Observed Fisher Information in hidden Markov models - Application to a noisy Gaussian random walk

Alexandra Lefebvre; Gr\'egory Nuel (LPSM (UMR\_8001))

arxiv: 2606.02118 · v1 · pith:CPGD6OYCnew · submitted 2026-06-01 · 📊 stat.CO

Observed Fisher Information in hidden Markov models - Application to a noisy Gaussian random walk

Alexandra Lefebvre , Gr\'egory Nuel (LPSM (UMR\_8001)) This is my paper

Pith reviewed 2026-06-28 11:51 UTC · model grok-4.3

classification 📊 stat.CO

keywords observed Fisher informationhidden Markov modelsGaussian random walkOakes identityforward-backward algorithmscore functionNewton-Raphsonconfidence intervals

0 comments

The pith

Closed-form expressions yield the exact score and observed Fisher information for a noisy Gaussian random walk.

A machine-rendered reading of the paper's core claim, the machinery that carries it, and where it could break.

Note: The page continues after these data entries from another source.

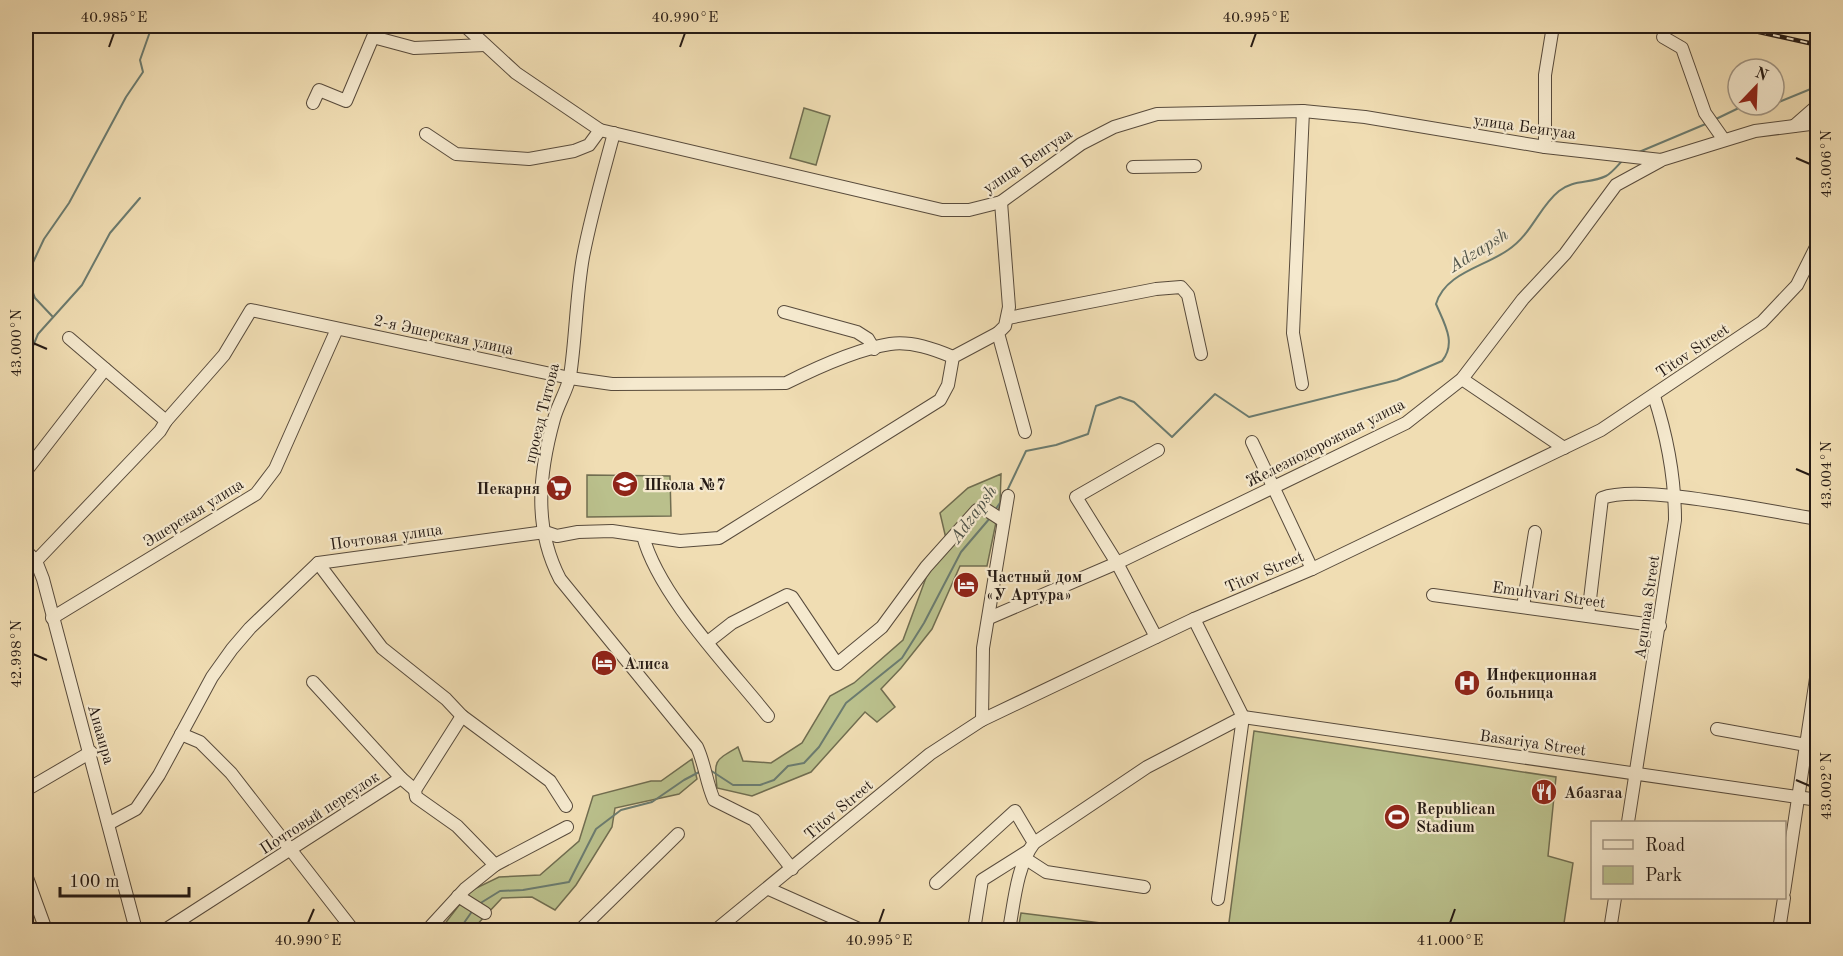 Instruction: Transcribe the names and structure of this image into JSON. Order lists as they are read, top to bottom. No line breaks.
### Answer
{"streets":{"street":["улица Беигуаа","2-я Эшерская улица","Titov Street","проезд Титова","Железнодорожная улица","Эшерская улица","Почтовая улица","Emuhvari Street","Agumaa Street","Аиааира","Basariya Street","Почтовый переулок"]},"crossings":[["улица Беигуаа","проезд Титова"],["улица Беигуаа","Железнодорожная улица"],["2-я Эшерская улица","проезд Титова"],["2-я Эшерская улица","Эшерская улица"],["2-я Эшерская улица","Почтовая улица"],["2-я Эшерская улица","Аиааира"],["Titov Street","проезд Титова"],["Titov Street","Agumaa Street"],["проезд Титова","Почтовая улица"],["Эшерская улица","Аиааира"],["Почтовая улица","Аиааира"],["Emuhvari Street","Agumaa Street"],["Agumaa Street","Basariya Street"]],"water":["Adzapsh"],"places":{"school or university":["Школа №7"],"supermarket":["Пекарня"],"hotel":["Частный дом «У Артура»","Алиса"],"hospital":["Инфекционная больница"],"restaurant":["Абазгаа"],"sports":["Republican Stadium"]},"legend":["Road","Park"],"scale_bar":"100 m","north":"top right","coordinates":["40.985°E","40.990°E","40.995°E","43.006°N","43.000°N","43.004°N","42.998°N","43.002°N","41.000°E"]} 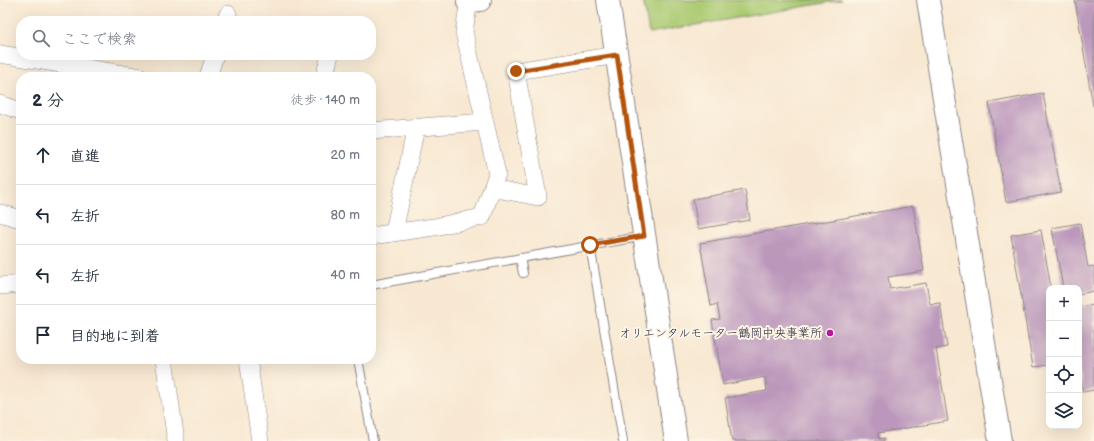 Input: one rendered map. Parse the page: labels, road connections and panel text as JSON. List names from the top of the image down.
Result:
{
  "places": ["オリエンタルモーター鶴岡中央事業所"],
  "page": {
    "search": "ここで検索",
    "heading": ["2 分", "徒歩 · 140 m"],
    "list": [
      ["直進", "20 m"],
      ["左折", "80 m"],
      ["左折", "40 m"],
      "目的地に到着"
    ],
    "map_buttons": ["+", "−"]
  }
} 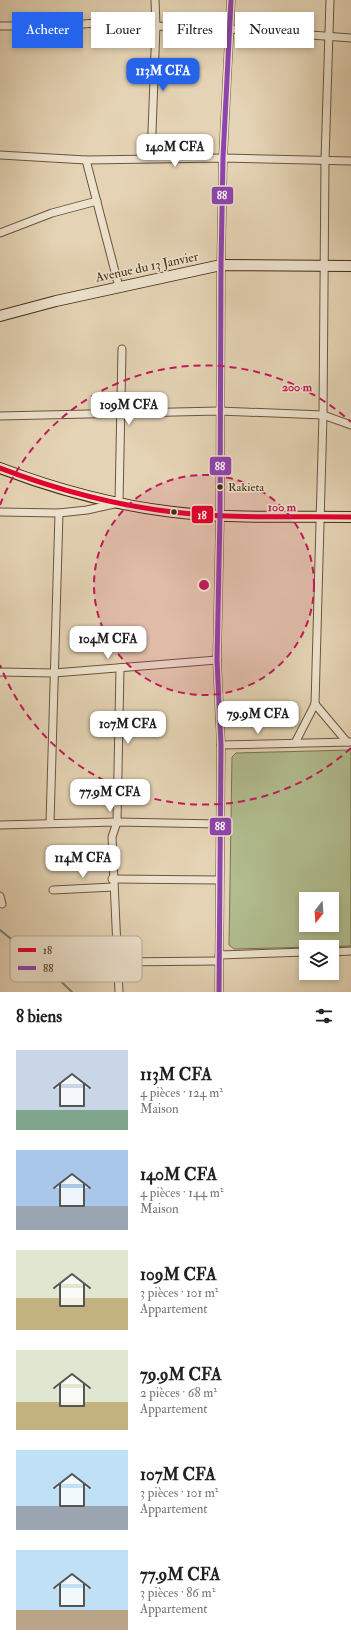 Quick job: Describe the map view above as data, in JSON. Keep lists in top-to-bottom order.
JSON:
{
  "streets": {
    "main road": ["Avenue du 13 Janvier"]
  },
  "places": ["Rakieta"],
  "lines": ["transit line 88", "transit line 18"],
  "legend": ["18", "88"],
  "north": "bottom",
  "page": {
    "chip": [
      "Acheter",
      "Louer",
      "Filtres",
      "Nouveau"
    ],
    "price": [
      "113M CFA",
      "140M CFA",
      "109M CFA",
      "104M CFA",
      "79.9M CFA",
      "107M CFA",
      "77.9M CFA",
      "114M CFA"
    ],
    "heading": "8 biens",
    "list": [
      {
        "name": "113M CFA",
        "note": "4 pièces · 124 m² · Maison"
      },
      {
        "name": "140M CFA",
        "note": "4 pièces · 144 m² · Maison"
      },
      {
        "name": "109M CFA",
        "note": "3 pièces · 101 m² · Appartement"
      },
      {
        "name": "79.9M CFA",
        "note": "2 pièces · 68 m² · Appartement"
      },
      {
        "name": "107M CFA",
        "note": "3 pièces · 101 m² · Appartement"
      },
      {
        "name": "77.9M CFA",
        "note": "3 pièces · 86 m² · Appartement"
      }
    ]
  },
  "rings": ["200 m", "100 m"]
} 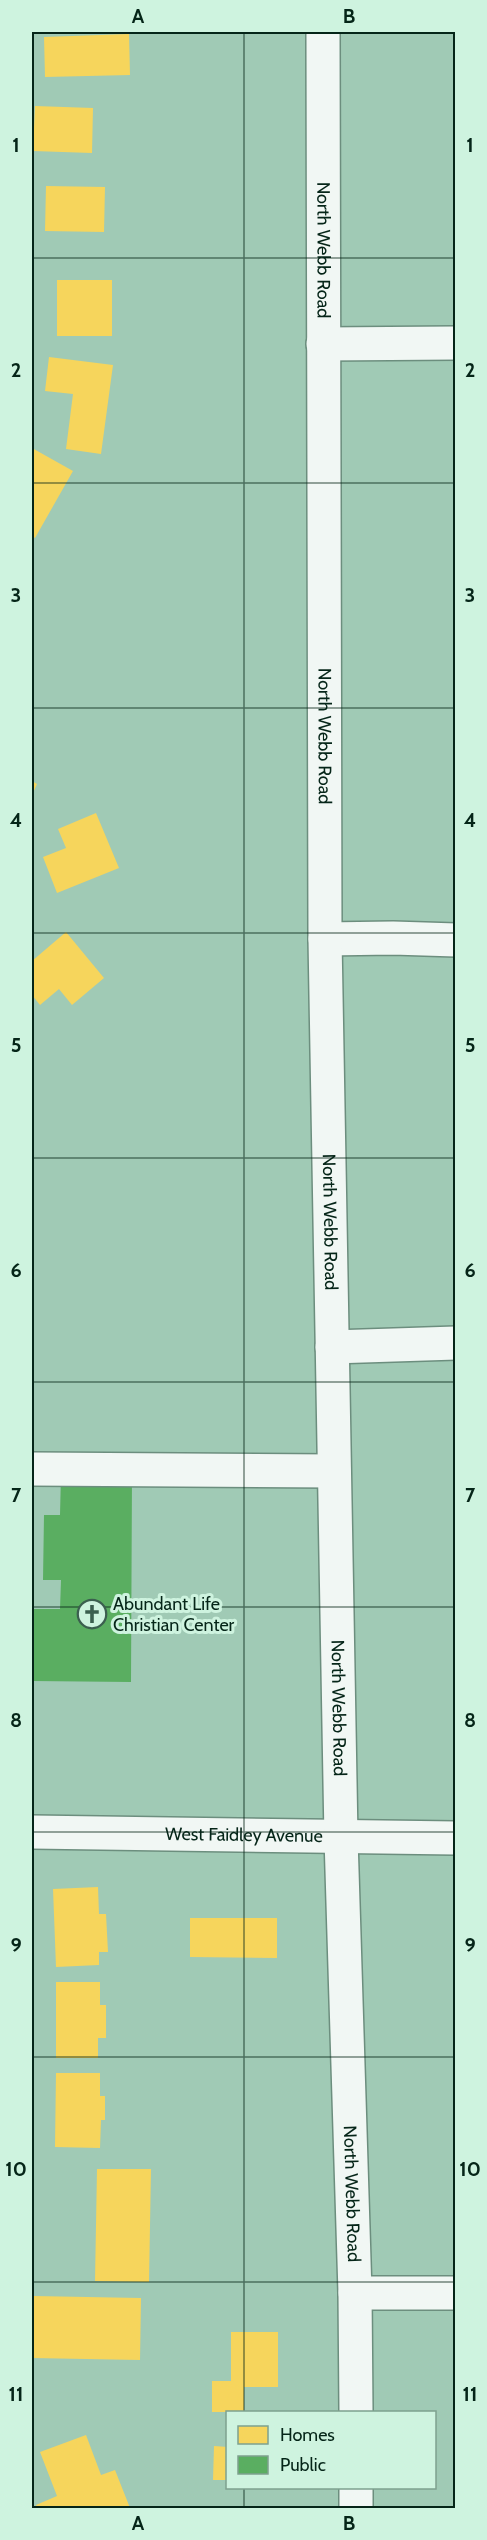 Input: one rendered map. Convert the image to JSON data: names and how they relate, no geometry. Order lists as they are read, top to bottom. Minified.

This paper derives analytical closed-form expressions for the exact computation of the score and the observed Fisher information matrix in a hidden Markov model where a Gaussian random walk is observed through Gaussian noise. The derivation uses Oakes' identity together with the forward-backward algorithm to achieve linear time complexity in the sequence length. A sympathetic reader would care because the resulting exact observed information supports direct construction of confidence intervals and Newton-Raphson parameter estimation without numerical differentiation or Monte Carlo approximations. The method is demonstrated on simulated data to produce both point estimates and intervals.

Core claim

We provide analytical and closed-form expressions for the exact computation of the score and the observed Fisher information matrix in a Gaussian random walk observed through Gaussian noise. Our method is based on the Oakes' identity and, as for the computation of the log-likelihood, its complexity in time is linear in the length of the sequence with the forward-backward (or Baum-Welch) algorithm. We illustrate the method over various simulation studies and provide parameter estimates computed with the Newton-Raphson algorithm along with confidence intervals.

What carries the argument

Oakes' identity applied to forward-backward recursions to obtain the observed Fisher information from the score in the Gaussian HMM

If this is right

The score and observed Fisher information matrix can be obtained exactly with the same linear-time forward-backward procedure used for the log-likelihood.
Newton-Raphson maximization of the likelihood becomes practical because the exact observed information supplies the Hessian approximation.
Asymptotic confidence intervals follow directly from the inverse of the computed observed information matrix.
The approach is validated on simulated sequences of varying lengths, confirming that parameter estimates and intervals are produced in practice.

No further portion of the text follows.